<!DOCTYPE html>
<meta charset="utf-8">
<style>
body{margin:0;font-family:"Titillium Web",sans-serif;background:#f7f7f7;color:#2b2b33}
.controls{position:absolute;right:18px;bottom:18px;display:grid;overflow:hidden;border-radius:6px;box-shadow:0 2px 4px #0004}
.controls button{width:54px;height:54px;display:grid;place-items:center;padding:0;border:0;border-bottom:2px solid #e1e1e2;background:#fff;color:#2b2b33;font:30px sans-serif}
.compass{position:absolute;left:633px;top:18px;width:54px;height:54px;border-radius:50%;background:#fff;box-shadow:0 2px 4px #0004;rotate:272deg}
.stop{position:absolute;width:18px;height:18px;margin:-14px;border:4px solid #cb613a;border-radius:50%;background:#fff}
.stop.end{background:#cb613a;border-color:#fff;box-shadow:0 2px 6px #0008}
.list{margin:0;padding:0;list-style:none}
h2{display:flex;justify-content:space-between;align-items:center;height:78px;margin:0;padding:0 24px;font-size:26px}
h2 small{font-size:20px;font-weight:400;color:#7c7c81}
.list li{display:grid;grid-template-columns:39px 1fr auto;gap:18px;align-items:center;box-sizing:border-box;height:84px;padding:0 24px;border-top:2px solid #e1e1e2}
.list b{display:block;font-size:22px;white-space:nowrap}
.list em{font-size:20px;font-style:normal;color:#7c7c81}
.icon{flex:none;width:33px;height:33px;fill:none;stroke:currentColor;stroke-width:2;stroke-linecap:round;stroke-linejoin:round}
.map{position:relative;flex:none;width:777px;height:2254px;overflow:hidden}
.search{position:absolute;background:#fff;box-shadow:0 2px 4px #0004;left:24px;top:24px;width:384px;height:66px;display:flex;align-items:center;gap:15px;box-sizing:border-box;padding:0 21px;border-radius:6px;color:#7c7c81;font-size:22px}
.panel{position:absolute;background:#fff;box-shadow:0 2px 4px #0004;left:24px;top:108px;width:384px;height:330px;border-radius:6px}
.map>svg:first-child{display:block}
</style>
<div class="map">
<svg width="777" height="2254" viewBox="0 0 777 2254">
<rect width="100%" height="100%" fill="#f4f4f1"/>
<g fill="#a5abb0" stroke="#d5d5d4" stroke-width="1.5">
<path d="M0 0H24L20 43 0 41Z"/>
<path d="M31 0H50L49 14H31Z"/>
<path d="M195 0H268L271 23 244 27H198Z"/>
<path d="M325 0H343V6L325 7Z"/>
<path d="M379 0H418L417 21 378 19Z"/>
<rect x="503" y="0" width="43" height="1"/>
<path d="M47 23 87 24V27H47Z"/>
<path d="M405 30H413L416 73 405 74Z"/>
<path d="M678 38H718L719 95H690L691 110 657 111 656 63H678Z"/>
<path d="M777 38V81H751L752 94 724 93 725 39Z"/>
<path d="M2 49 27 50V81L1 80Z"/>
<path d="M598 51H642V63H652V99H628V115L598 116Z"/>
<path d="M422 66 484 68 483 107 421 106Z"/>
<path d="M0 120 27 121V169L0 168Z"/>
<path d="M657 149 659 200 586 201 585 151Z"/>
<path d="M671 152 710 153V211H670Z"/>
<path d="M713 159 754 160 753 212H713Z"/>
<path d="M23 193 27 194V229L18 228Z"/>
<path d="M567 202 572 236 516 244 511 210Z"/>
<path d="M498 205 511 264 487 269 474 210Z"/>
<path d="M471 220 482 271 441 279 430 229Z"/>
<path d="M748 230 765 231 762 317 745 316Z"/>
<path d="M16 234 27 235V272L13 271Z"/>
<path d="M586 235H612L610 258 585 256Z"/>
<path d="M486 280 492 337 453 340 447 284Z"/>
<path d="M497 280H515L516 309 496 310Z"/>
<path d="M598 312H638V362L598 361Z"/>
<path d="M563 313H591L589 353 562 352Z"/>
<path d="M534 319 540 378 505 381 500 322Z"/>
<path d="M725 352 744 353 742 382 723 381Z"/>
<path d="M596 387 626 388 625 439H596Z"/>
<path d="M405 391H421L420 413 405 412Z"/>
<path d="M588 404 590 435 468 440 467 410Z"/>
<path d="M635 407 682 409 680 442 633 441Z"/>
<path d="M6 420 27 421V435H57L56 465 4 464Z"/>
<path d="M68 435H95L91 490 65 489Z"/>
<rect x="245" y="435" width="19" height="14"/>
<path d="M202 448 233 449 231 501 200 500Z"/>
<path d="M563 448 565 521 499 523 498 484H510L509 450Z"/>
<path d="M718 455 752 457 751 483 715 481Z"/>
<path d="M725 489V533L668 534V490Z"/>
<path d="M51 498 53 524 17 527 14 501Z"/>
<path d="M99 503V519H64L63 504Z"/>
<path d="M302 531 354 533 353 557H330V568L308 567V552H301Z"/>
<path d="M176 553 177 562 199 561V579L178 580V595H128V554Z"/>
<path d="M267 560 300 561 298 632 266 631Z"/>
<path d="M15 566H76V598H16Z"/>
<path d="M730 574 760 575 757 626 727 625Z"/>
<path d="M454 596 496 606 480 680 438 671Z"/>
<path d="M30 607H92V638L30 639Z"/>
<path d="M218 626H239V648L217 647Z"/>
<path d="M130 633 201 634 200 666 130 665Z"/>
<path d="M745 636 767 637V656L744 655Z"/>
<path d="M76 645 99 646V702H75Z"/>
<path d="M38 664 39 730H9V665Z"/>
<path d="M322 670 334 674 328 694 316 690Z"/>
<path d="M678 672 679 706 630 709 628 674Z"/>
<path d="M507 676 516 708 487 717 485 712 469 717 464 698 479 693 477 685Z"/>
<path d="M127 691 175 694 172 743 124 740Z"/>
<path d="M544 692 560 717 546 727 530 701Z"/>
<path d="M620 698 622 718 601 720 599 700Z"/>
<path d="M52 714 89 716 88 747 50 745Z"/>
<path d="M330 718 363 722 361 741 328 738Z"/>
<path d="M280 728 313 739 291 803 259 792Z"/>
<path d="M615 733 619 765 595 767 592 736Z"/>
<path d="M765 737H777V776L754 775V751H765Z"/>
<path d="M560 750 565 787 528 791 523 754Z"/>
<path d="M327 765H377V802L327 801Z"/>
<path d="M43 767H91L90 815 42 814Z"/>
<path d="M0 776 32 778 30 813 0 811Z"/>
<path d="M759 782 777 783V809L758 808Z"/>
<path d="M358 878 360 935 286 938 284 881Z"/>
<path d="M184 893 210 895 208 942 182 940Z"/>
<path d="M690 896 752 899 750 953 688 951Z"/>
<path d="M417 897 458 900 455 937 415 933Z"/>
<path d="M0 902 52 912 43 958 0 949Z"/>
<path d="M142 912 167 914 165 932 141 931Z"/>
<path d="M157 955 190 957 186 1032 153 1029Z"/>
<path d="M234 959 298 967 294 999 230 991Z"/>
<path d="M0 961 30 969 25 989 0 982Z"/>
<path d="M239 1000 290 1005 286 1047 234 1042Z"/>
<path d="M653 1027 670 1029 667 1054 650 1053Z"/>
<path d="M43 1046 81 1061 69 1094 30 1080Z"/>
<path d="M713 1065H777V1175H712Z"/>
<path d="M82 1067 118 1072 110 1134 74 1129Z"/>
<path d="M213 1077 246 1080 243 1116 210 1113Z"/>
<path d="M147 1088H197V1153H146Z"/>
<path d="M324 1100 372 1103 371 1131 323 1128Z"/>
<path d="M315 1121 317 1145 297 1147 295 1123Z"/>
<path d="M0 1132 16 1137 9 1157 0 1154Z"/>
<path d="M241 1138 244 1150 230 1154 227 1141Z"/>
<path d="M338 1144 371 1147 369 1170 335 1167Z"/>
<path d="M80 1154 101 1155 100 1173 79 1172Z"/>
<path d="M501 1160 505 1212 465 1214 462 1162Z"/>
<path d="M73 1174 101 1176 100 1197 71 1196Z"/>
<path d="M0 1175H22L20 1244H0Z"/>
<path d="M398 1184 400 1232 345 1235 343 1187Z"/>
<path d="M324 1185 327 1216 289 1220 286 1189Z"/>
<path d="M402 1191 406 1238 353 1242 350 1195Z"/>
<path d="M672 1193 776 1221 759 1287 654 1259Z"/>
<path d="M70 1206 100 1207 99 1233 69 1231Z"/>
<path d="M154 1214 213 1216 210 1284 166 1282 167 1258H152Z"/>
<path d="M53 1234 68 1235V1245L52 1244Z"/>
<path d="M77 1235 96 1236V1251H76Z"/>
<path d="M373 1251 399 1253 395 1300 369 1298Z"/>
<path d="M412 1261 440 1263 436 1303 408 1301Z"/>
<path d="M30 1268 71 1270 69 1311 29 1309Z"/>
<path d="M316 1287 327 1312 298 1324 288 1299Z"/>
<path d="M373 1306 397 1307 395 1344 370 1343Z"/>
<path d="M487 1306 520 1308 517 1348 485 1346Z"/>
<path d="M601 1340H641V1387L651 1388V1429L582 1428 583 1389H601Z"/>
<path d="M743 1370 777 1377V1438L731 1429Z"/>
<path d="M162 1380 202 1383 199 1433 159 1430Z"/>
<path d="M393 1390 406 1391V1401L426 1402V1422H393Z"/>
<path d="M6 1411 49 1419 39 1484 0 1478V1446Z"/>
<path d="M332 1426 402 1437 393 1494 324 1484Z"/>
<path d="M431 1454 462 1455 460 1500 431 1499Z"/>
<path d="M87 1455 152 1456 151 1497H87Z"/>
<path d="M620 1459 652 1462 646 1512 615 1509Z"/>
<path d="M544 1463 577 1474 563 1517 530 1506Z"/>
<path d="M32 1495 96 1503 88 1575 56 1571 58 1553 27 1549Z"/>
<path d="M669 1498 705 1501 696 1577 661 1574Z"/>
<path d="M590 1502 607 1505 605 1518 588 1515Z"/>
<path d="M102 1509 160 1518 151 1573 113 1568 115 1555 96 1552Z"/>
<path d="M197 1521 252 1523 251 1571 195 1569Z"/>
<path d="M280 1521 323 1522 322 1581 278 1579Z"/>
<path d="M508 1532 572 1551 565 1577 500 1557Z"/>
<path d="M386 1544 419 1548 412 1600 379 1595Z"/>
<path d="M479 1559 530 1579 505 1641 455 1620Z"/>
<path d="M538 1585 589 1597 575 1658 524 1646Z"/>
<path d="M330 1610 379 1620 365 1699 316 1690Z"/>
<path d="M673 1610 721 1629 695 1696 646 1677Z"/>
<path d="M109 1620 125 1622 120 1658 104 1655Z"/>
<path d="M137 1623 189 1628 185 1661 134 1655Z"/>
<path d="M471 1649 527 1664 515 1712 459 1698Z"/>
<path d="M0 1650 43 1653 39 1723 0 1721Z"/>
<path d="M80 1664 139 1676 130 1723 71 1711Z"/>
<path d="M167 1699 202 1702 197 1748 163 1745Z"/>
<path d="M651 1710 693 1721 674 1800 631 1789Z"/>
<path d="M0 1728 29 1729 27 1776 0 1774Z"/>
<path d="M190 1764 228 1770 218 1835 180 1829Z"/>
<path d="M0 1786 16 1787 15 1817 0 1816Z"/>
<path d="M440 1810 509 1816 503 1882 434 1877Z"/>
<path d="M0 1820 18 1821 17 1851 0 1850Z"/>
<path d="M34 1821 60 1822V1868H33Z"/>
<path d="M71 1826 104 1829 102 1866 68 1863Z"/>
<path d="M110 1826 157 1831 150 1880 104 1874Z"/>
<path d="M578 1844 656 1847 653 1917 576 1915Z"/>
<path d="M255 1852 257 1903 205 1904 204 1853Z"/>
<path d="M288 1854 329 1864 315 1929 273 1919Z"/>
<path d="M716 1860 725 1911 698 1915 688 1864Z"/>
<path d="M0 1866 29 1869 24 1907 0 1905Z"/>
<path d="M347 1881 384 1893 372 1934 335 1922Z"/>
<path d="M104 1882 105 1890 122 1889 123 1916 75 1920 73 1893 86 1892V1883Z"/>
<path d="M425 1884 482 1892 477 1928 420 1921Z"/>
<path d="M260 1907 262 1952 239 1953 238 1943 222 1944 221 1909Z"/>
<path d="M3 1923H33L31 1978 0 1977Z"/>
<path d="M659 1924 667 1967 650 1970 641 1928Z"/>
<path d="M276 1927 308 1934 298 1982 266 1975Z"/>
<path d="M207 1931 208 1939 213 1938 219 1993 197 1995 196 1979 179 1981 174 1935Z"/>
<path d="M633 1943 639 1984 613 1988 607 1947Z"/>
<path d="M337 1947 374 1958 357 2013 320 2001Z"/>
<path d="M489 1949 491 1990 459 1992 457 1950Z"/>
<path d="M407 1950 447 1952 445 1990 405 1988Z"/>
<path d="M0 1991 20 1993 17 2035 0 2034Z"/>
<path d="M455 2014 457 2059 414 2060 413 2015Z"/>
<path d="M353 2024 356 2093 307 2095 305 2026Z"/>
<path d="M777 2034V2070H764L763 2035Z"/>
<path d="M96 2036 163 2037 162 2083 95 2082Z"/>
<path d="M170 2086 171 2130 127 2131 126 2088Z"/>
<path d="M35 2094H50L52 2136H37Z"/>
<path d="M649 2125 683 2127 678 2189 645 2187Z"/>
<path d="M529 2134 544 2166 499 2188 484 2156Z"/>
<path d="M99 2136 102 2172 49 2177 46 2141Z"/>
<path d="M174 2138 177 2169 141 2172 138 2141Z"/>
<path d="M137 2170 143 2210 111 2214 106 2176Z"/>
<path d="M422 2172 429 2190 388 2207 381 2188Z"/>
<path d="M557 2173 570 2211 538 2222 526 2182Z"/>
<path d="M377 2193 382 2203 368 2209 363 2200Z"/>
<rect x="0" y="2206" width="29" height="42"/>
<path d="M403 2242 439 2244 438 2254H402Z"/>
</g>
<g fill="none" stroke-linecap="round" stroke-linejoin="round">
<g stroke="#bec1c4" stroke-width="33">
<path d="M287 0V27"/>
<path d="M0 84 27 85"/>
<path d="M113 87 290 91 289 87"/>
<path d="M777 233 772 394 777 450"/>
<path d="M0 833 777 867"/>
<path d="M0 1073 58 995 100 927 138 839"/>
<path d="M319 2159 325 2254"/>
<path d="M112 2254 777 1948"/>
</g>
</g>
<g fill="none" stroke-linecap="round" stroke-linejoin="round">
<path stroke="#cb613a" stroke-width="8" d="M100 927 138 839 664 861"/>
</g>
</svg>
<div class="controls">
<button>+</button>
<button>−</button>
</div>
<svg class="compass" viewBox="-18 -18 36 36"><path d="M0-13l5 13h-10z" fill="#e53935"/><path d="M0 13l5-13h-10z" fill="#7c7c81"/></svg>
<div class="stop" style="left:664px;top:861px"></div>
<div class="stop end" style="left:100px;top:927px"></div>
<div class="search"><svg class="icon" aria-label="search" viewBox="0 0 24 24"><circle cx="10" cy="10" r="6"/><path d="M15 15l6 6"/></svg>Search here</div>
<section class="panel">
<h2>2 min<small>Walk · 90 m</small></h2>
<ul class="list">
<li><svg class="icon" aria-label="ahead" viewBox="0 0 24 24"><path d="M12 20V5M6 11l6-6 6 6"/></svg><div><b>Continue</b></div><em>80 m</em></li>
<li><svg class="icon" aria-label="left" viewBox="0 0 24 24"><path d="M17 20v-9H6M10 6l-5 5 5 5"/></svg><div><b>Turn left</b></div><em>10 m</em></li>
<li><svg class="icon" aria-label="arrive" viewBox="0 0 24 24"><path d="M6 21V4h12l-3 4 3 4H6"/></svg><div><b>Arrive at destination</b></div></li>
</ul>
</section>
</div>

:: REQUIRED ACTION ::
Copy out, from the data above, every line holding the word "compass".

:: FINAL ANSWER ::
.compass{position:absolute;left:633px;top:18px;width:54px;height:54px;border-radius:50%;background:#fff;box-shadow:0 2px 4px #0004;rotate:272deg}
<svg class="compass" viewBox="-18 -18 36 36"><path d="M0-13l5 13h-10z" fill="#e53935"/><path d="M0 13l5-13h-10z" fill="#7c7c81"/></svg>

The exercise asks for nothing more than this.